◆ **What needs to be done**: Look at the entries below and restate word for word the lines from the first through the one that has "filter:drop-shadow(0 0 2px".

Start of Given information

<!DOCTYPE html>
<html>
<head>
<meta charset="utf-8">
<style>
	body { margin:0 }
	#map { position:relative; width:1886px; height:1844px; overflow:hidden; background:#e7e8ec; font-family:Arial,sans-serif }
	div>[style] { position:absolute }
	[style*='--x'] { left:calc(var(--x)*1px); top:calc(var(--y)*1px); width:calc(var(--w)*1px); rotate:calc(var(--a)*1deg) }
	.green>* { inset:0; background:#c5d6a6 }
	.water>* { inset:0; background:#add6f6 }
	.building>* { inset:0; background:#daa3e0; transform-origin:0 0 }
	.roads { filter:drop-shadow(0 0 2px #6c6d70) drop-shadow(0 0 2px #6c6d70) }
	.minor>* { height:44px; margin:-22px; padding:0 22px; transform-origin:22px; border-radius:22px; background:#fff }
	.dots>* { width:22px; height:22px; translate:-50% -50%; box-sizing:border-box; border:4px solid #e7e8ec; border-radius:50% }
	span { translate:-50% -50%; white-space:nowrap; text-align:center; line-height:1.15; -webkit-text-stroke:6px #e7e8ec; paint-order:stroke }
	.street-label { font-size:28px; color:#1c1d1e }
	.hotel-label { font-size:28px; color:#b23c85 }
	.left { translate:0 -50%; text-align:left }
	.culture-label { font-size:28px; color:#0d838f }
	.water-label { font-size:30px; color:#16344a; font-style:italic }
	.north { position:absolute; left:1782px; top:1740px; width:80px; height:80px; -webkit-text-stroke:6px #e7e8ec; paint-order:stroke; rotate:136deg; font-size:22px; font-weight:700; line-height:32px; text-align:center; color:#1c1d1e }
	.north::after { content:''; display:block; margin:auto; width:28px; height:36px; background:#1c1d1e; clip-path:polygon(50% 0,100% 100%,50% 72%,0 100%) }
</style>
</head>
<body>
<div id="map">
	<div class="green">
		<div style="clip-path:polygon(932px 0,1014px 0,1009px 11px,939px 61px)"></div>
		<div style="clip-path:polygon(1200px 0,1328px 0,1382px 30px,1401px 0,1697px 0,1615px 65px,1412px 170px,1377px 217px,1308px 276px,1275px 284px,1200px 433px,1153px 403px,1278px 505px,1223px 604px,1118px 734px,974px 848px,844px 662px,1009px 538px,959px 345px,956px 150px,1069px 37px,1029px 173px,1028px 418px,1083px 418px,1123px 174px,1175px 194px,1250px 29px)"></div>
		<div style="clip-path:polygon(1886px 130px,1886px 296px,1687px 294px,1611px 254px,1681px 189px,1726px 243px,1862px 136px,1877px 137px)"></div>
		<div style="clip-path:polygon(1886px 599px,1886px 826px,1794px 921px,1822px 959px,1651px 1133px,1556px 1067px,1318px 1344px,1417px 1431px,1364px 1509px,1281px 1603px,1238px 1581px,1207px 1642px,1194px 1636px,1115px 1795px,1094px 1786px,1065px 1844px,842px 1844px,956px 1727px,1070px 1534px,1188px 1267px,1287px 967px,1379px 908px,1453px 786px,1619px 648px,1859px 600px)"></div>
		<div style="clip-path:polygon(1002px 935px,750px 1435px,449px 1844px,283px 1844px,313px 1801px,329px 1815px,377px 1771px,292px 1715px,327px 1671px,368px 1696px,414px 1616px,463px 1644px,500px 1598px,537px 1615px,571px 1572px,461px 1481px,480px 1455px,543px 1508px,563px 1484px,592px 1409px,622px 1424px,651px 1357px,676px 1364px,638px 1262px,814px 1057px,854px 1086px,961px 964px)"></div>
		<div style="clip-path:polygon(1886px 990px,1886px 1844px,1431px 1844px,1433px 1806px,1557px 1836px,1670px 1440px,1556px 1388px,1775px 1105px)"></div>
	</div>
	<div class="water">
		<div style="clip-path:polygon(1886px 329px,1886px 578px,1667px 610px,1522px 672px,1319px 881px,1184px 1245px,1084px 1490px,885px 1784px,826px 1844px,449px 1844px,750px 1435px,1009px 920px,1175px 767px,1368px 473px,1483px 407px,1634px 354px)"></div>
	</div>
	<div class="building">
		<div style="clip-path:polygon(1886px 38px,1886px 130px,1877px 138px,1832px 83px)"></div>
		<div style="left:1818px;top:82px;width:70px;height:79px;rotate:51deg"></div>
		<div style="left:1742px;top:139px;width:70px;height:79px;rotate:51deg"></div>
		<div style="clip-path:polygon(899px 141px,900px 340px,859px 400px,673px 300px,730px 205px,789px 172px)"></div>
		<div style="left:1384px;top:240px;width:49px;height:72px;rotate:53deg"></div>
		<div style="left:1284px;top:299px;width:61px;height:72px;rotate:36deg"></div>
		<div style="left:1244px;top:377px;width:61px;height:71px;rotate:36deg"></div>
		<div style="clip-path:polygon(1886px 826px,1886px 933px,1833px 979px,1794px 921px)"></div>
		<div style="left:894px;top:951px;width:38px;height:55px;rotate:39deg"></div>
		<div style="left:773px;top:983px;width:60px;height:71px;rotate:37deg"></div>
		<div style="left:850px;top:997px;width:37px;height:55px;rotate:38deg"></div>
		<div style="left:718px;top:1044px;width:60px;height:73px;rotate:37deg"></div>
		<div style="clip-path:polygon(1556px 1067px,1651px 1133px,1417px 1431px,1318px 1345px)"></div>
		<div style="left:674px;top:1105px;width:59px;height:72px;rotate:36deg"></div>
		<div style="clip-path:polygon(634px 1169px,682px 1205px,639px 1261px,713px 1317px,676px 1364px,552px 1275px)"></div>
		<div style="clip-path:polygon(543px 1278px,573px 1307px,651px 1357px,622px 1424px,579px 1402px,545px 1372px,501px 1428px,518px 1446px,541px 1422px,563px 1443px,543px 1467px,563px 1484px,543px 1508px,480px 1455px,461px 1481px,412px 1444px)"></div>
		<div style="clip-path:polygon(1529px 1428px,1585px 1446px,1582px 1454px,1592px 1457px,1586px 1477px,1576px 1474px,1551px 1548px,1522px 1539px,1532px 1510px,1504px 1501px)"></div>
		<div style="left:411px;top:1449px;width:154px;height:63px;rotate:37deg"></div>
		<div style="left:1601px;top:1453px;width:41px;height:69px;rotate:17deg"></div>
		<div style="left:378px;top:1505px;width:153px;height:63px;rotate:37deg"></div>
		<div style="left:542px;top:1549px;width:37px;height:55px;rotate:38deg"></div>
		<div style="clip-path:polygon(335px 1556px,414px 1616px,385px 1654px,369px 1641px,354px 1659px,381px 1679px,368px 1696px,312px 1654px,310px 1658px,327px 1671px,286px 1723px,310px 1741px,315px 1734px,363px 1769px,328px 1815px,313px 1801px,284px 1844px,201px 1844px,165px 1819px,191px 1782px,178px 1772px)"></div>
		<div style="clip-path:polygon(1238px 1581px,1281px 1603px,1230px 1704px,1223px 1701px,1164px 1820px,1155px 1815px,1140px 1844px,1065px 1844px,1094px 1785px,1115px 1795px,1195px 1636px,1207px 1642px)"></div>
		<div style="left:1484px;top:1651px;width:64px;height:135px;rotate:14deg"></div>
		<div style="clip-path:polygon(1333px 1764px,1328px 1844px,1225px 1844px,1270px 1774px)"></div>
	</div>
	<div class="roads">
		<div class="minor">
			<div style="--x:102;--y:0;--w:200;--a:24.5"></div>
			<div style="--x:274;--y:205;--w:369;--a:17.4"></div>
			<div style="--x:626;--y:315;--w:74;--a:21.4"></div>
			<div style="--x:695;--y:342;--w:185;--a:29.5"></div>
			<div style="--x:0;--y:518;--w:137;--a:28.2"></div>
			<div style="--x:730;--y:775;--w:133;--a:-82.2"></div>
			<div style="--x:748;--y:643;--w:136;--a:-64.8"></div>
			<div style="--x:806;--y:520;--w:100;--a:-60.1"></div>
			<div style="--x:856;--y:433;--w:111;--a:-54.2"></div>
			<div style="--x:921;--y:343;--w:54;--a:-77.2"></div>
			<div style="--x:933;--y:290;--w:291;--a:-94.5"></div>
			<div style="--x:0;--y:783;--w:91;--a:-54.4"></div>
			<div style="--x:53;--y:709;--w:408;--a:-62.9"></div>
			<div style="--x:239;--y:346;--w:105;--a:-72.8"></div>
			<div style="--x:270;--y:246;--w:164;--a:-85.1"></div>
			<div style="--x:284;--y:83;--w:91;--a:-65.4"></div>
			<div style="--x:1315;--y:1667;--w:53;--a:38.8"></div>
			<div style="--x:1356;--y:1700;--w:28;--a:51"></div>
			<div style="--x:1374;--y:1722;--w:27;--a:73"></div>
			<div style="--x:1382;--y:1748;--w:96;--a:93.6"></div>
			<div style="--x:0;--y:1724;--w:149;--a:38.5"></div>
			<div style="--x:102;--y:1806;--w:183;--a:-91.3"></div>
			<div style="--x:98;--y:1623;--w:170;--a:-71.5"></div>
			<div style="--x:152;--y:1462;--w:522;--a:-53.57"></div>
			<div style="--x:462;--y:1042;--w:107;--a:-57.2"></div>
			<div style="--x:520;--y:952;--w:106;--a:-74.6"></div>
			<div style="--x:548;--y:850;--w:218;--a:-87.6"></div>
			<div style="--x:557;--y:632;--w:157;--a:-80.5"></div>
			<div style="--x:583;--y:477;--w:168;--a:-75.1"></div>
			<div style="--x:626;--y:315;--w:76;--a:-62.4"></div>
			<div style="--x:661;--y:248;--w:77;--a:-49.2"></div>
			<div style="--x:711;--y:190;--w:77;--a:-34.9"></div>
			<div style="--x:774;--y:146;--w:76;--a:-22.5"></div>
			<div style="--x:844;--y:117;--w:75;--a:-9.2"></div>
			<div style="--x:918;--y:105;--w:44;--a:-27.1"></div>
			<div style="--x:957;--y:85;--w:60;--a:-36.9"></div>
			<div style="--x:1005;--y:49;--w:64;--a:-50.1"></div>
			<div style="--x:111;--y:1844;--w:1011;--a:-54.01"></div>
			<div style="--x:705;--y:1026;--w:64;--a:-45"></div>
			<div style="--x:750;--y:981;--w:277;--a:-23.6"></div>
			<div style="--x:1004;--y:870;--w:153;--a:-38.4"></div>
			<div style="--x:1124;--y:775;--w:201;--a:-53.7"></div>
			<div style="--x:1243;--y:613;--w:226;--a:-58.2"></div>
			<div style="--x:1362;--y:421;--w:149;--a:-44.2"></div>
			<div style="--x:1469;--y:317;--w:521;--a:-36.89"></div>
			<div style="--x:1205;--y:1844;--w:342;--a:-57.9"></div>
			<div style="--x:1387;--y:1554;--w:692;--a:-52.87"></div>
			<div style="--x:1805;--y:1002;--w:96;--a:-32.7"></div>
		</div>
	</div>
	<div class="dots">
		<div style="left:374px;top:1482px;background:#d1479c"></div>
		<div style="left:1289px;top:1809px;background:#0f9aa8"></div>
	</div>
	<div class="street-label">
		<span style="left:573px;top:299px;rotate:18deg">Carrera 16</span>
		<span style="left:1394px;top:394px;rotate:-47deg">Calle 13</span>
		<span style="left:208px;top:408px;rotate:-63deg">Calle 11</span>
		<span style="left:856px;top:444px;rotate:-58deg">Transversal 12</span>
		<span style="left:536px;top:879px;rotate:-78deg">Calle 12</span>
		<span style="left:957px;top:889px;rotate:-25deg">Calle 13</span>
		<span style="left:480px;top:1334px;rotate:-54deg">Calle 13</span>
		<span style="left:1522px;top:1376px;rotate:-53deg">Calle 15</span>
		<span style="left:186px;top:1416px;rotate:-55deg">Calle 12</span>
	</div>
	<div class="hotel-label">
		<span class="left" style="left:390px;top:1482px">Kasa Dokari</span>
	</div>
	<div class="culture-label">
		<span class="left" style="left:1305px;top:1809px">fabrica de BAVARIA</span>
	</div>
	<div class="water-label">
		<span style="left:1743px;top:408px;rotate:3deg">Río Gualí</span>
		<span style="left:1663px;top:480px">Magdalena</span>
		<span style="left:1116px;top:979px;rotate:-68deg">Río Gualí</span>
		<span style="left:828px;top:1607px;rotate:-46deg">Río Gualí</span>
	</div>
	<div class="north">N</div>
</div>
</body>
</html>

End of Given information

◆ **The completed task**:
<!DOCTYPE html>
<html>
<head>
<meta charset="utf-8">
<style>
	body { margin:0 }
	#map { position:relative; width:1886px; height:1844px; overflow:hidden; background:#e7e8ec; font-family:Arial,sans-serif }
	div>[style] { position:absolute }
	[style*='--x'] { left:calc(var(--x)*1px); top:calc(var(--y)*1px); width:calc(var(--w)*1px); rotate:calc(var(--a)*1deg) }
	.green>* { inset:0; background:#c5d6a6 }
	.water>* { inset:0; background:#add6f6 }
	.building>* { inset:0; background:#daa3e0; transform-origin:0 0 }
	.roads { filter:drop-shadow(0 0 2px #6c6d70) drop-shadow(0 0 2px #6c6d70) }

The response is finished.